ENTRIES SHOWN:
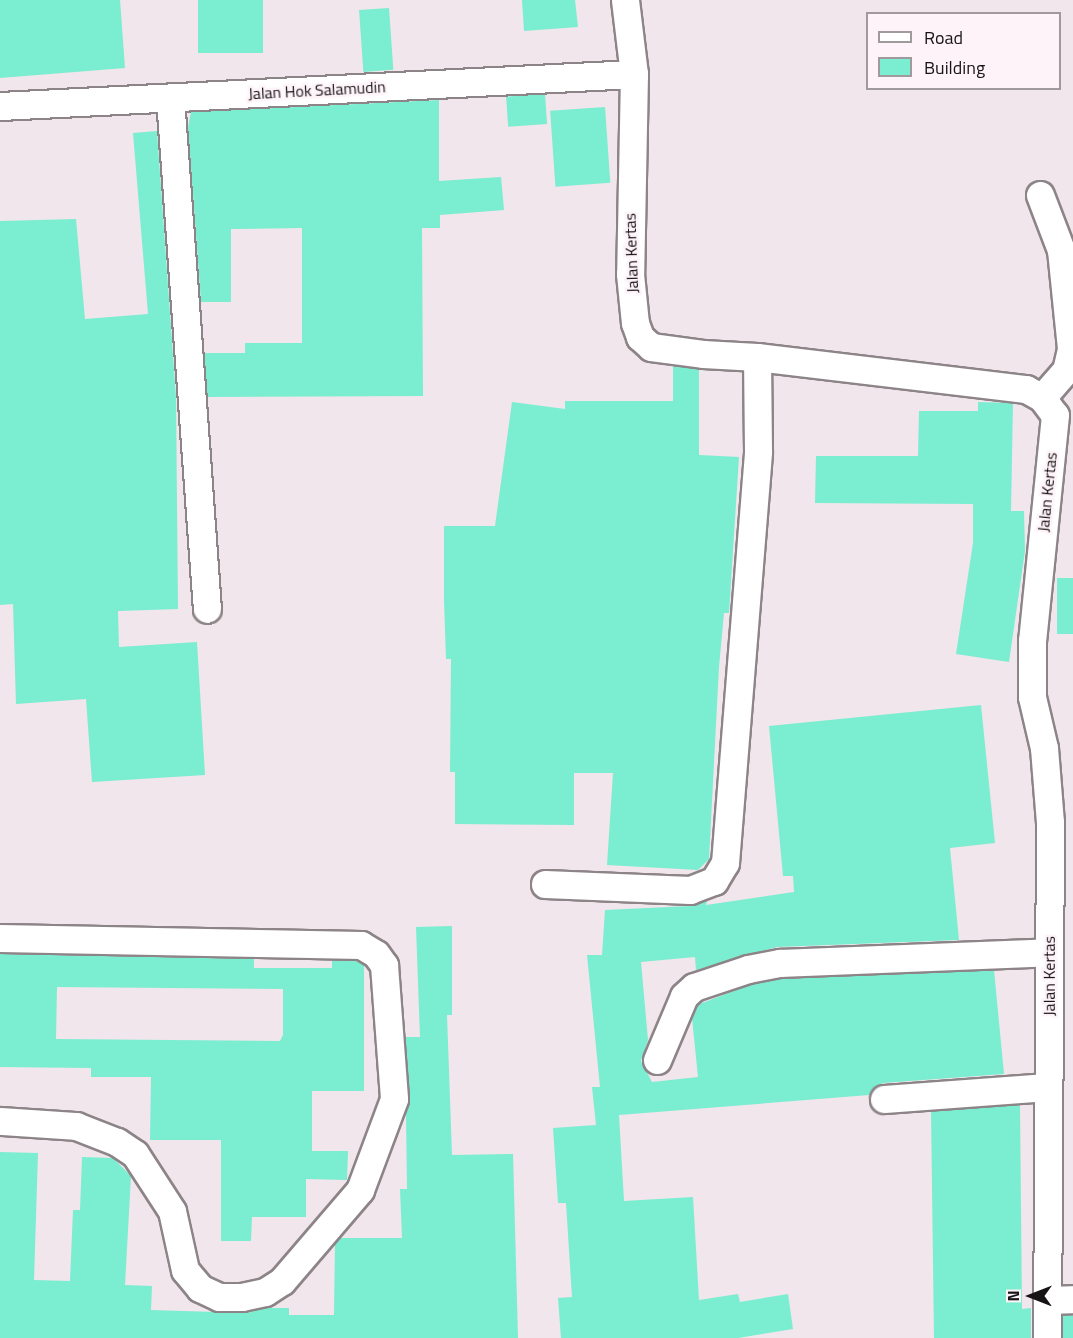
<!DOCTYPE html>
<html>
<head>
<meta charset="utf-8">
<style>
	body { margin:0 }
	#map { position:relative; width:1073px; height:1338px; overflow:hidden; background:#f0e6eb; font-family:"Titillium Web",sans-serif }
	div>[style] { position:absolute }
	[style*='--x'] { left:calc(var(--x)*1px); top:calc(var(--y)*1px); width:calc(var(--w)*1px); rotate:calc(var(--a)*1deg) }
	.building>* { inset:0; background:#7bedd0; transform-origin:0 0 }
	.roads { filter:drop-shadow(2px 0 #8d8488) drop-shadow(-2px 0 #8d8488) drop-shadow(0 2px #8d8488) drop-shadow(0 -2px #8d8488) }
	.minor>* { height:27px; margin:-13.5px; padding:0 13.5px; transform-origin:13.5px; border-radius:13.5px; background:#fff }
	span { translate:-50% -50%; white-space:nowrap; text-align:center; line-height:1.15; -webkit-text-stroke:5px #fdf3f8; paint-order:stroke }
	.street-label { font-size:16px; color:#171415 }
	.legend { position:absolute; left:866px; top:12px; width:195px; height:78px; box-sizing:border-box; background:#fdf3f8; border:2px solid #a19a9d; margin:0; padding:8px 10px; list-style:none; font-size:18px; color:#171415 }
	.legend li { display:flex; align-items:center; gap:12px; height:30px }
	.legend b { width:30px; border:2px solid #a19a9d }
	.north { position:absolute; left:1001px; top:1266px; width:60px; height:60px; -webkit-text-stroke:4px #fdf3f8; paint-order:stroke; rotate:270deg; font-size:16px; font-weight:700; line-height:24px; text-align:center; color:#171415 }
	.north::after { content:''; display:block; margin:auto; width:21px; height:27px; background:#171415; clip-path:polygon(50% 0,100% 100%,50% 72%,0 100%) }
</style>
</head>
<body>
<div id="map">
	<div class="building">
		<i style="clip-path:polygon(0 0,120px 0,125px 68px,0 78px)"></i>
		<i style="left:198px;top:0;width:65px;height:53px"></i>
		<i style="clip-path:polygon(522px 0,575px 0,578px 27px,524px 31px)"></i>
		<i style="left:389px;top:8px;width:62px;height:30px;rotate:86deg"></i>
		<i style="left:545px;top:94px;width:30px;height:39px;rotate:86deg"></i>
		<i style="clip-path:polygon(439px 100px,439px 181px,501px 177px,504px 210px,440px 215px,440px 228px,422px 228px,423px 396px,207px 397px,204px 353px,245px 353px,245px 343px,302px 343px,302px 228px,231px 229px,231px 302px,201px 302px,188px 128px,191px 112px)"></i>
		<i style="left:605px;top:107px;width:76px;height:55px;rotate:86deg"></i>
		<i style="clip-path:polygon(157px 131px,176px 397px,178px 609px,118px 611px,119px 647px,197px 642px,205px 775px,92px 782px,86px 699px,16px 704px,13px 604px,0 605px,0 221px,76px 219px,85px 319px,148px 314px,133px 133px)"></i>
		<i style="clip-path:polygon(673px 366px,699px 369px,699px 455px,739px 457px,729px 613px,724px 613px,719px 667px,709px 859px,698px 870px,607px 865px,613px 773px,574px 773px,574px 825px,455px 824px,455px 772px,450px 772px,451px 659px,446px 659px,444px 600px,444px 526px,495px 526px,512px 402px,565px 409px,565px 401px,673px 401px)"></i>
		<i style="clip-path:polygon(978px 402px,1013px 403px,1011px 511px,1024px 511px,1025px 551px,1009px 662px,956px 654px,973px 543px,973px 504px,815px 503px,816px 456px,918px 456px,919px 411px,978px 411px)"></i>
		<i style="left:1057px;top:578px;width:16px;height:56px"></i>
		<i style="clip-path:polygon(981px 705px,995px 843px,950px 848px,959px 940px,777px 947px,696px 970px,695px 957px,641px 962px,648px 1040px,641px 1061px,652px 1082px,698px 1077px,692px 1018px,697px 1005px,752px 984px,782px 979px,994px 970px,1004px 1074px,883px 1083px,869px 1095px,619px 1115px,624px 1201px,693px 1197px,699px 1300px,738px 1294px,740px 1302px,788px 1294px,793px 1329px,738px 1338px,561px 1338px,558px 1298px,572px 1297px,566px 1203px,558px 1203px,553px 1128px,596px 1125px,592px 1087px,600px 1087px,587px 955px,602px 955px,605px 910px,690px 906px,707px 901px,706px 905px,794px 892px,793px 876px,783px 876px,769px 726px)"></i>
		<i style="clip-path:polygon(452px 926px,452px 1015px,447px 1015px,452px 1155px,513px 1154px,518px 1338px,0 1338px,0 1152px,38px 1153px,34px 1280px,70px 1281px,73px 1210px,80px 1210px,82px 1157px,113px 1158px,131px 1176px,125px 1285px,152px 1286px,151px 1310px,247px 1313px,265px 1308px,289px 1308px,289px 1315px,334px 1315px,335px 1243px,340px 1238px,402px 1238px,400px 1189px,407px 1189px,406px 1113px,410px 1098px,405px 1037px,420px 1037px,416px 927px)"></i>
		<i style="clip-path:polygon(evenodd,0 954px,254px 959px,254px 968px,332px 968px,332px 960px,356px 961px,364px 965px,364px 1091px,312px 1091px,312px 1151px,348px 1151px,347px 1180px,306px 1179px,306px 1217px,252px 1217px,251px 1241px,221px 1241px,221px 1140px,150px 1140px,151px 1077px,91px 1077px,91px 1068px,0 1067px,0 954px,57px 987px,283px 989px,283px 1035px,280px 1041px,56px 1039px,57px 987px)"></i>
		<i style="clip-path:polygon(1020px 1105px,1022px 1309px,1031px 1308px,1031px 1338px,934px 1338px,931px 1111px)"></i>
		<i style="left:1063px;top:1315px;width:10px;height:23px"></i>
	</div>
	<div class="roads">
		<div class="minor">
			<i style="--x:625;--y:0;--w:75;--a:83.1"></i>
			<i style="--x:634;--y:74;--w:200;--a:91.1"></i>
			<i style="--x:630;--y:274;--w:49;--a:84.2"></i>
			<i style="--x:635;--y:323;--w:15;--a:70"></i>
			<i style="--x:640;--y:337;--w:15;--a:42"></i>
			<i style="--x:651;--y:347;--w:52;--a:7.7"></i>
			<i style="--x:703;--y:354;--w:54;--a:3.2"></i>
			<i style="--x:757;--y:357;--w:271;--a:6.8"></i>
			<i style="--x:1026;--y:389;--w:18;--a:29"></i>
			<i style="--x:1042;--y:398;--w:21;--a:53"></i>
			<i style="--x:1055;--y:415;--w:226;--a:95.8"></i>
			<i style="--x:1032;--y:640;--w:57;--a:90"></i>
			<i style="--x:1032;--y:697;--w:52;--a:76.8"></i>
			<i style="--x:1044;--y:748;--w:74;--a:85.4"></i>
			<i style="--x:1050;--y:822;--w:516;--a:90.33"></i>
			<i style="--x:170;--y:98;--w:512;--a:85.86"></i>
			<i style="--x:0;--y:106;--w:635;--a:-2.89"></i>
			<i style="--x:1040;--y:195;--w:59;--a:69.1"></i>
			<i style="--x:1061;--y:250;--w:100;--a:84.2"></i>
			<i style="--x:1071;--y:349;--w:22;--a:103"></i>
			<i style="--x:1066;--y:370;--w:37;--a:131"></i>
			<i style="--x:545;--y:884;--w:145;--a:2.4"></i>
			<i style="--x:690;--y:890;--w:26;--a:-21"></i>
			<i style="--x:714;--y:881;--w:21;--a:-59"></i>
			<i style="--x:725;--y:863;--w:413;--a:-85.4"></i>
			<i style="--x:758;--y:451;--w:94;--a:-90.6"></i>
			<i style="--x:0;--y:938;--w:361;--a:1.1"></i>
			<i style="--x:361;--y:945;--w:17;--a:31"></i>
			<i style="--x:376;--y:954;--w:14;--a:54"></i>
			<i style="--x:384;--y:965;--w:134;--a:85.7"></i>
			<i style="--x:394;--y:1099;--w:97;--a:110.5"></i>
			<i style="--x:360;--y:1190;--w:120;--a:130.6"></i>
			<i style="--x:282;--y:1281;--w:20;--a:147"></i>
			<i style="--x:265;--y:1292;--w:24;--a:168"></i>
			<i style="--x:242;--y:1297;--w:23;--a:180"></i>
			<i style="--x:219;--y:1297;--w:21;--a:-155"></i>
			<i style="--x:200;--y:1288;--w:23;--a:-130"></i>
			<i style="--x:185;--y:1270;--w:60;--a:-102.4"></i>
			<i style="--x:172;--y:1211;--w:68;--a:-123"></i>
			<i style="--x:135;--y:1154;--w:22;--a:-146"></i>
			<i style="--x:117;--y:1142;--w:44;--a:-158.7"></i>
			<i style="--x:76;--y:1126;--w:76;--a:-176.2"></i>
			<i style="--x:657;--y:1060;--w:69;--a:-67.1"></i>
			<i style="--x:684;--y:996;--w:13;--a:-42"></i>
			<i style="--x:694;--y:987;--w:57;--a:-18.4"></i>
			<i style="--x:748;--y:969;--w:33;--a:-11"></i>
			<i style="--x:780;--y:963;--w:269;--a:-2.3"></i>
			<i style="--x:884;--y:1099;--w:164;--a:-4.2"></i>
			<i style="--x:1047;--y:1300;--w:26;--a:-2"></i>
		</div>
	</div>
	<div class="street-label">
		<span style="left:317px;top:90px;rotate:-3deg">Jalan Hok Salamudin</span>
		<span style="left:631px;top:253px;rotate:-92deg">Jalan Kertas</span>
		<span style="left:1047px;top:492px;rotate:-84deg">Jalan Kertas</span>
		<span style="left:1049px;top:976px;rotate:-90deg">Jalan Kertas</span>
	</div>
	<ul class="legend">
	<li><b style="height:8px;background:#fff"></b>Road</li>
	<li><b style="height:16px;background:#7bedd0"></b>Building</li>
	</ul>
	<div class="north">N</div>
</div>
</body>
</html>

DIRECTIONS: From the entries above, print the lines beginning at the one with "inset:0; background:#7bedd0; transform-origin:0" and stopping after the one with "translate:-50% -50%; white-space:nowrap;", exactly as written and with nothing else.

SOLUTION TO THE PROBLEM:
	.building>* { inset:0; background:#7bedd0; transform-origin:0 0 }
	.roads { filter:drop-shadow(2px 0 #8d8488) drop-shadow(-2px 0 #8d8488) drop-shadow(0 2px #8d8488) drop-shadow(0 -2px #8d8488) }
	.minor>* { height:27px; margin:-13.5px; padding:0 13.5px; transform-origin:13.5px; border-radius:13.5px; background:#fff }
	span { translate:-50% -50%; white-space:nowrap; text-align:center; line-height:1.15; -webkit-text-stroke:5px #fdf3f8; paint-order:stroke }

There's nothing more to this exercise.